■ **Required work**: Return the records below exactly; pictures stay out.
Data for this task: Begin
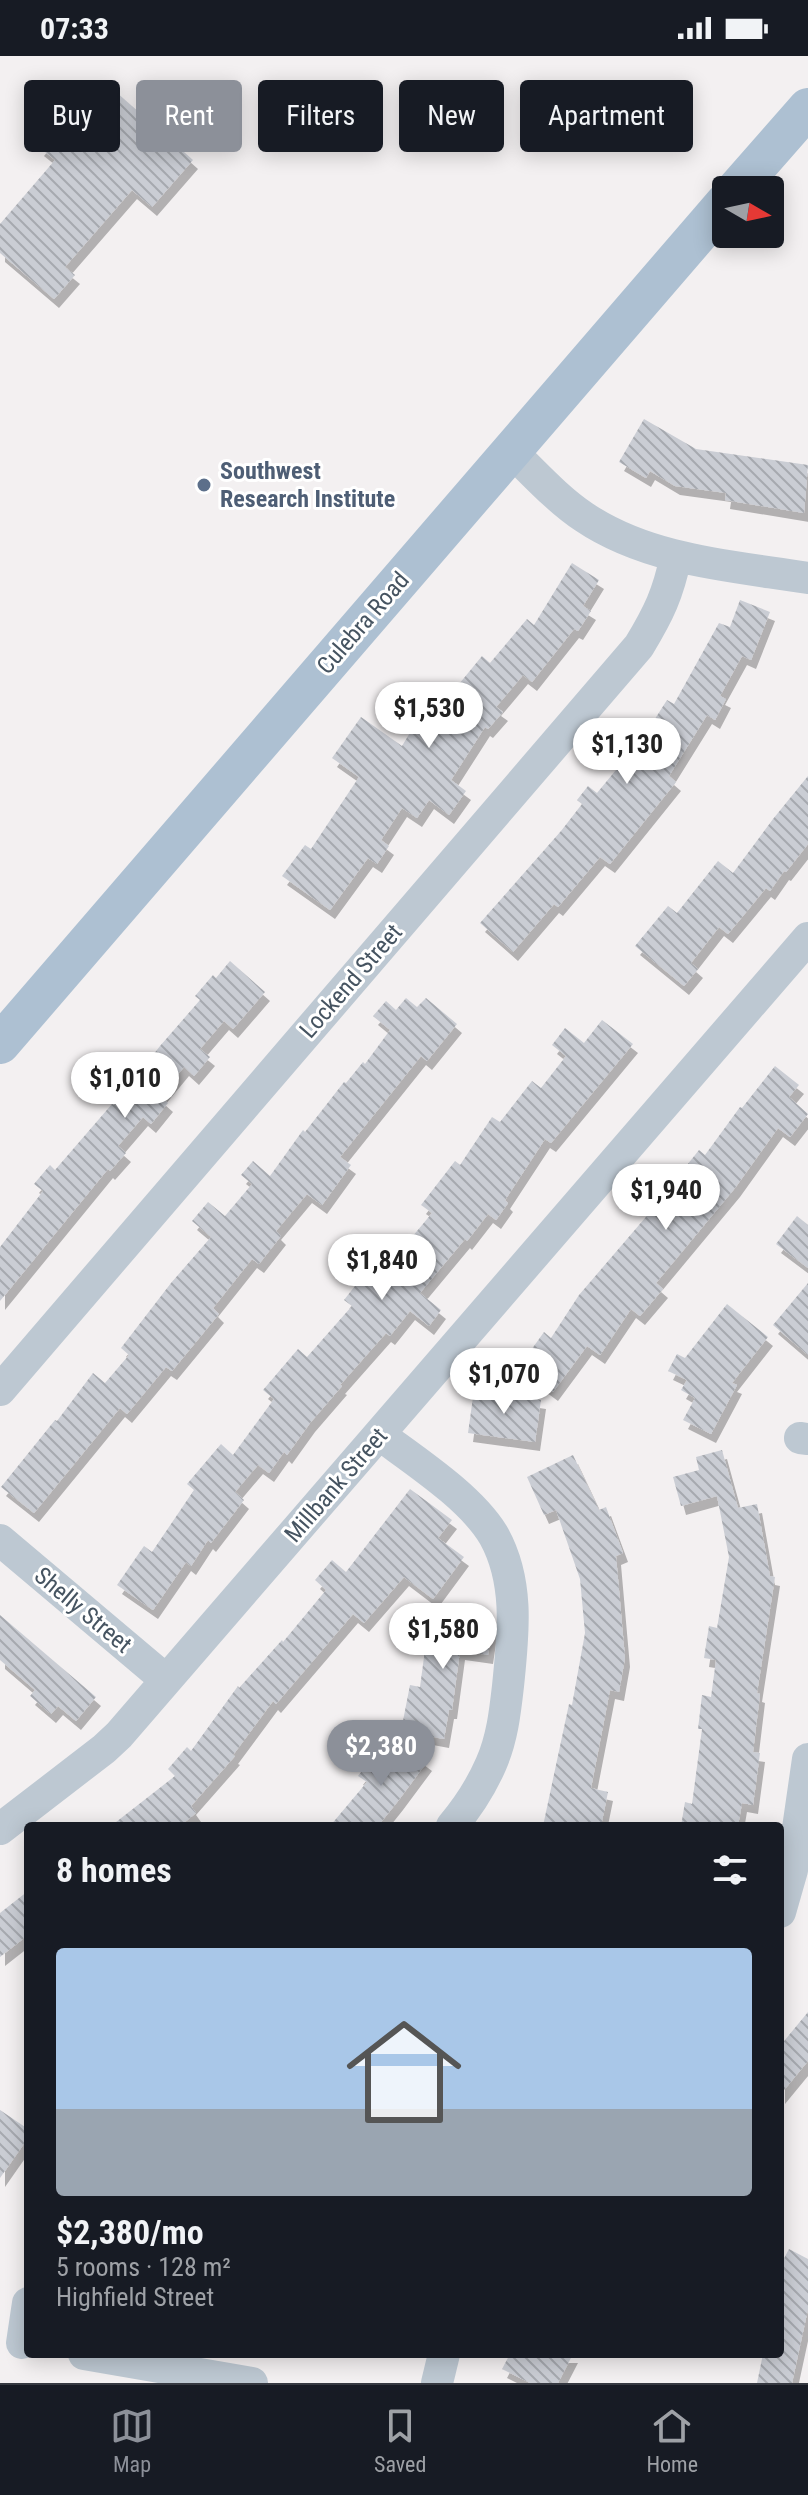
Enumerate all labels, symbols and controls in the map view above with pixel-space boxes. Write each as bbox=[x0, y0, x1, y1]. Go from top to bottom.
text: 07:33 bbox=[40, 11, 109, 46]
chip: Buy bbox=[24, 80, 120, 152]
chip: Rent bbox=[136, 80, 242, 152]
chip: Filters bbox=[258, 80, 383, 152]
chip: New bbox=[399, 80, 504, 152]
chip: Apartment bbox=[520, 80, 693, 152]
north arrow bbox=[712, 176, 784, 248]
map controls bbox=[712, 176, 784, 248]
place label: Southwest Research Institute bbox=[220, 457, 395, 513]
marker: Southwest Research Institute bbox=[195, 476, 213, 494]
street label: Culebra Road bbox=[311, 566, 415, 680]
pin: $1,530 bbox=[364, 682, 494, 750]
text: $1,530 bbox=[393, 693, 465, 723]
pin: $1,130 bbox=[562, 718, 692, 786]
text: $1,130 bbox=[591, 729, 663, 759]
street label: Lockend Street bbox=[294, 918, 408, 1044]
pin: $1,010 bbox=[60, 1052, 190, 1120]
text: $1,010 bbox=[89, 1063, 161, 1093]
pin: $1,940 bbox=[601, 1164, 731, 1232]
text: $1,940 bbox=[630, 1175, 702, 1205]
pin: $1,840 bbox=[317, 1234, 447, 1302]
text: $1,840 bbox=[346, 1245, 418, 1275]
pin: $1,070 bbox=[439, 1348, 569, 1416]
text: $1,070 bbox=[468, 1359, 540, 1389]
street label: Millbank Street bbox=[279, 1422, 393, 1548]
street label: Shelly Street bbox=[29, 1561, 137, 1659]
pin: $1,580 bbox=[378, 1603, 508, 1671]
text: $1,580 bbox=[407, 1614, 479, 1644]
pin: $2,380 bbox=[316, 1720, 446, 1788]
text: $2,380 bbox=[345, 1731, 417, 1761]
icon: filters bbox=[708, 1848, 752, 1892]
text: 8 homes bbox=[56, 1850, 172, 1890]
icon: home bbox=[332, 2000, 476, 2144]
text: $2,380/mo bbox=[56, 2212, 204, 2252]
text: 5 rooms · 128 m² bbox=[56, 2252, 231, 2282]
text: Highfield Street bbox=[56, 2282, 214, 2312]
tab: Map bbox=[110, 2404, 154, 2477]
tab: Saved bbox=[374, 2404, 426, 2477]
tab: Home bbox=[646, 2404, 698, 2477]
Data for this task: End
■ **Exercise answer**:
Enumerate all labels, symbols and controls in the map view above with pixel-space boxes. Write each as bbox=[x0, y0, x1, y1]. Go from top to bottom.
text: 07:33 bbox=[40, 11, 109, 46]
chip: Buy bbox=[24, 80, 120, 152]
chip: Rent bbox=[136, 80, 242, 152]
chip: Filters bbox=[258, 80, 383, 152]
chip: New bbox=[399, 80, 504, 152]
chip: Apartment bbox=[520, 80, 693, 152]
north arrow bbox=[712, 176, 784, 248]
map controls bbox=[712, 176, 784, 248]
place label: Southwest Research Institute bbox=[220, 457, 395, 513]
marker: Southwest Research Institute bbox=[195, 476, 213, 494]
street label: Culebra Road bbox=[311, 566, 415, 680]
pin: $1,530 bbox=[364, 682, 494, 750]
text: $1,530 bbox=[393, 693, 465, 723]
pin: $1,130 bbox=[562, 718, 692, 786]
text: $1,130 bbox=[591, 729, 663, 759]
street label: Lockend Street bbox=[294, 918, 408, 1044]
pin: $1,010 bbox=[60, 1052, 190, 1120]
text: $1,010 bbox=[89, 1063, 161, 1093]
pin: $1,940 bbox=[601, 1164, 731, 1232]
text: $1,940 bbox=[630, 1175, 702, 1205]
pin: $1,840 bbox=[317, 1234, 447, 1302]
text: $1,840 bbox=[346, 1245, 418, 1275]
pin: $1,070 bbox=[439, 1348, 569, 1416]
text: $1,070 bbox=[468, 1359, 540, 1389]
street label: Millbank Street bbox=[279, 1422, 393, 1548]
street label: Shelly Street bbox=[29, 1561, 137, 1659]
pin: $1,580 bbox=[378, 1603, 508, 1671]
text: $1,580 bbox=[407, 1614, 479, 1644]
pin: $2,380 bbox=[316, 1720, 446, 1788]
text: $2,380 bbox=[345, 1731, 417, 1761]
icon: filters bbox=[708, 1848, 752, 1892]
text: 8 homes bbox=[56, 1850, 172, 1890]
icon: home bbox=[332, 2000, 476, 2144]
text: $2,380/mo bbox=[56, 2212, 204, 2252]
text: 5 rooms · 128 m² bbox=[56, 2252, 231, 2282]
text: Highfield Street bbox=[56, 2282, 214, 2312]
tab: Map bbox=[110, 2404, 154, 2477]
tab: Saved bbox=[374, 2404, 426, 2477]
tab: Home bbox=[646, 2404, 698, 2477]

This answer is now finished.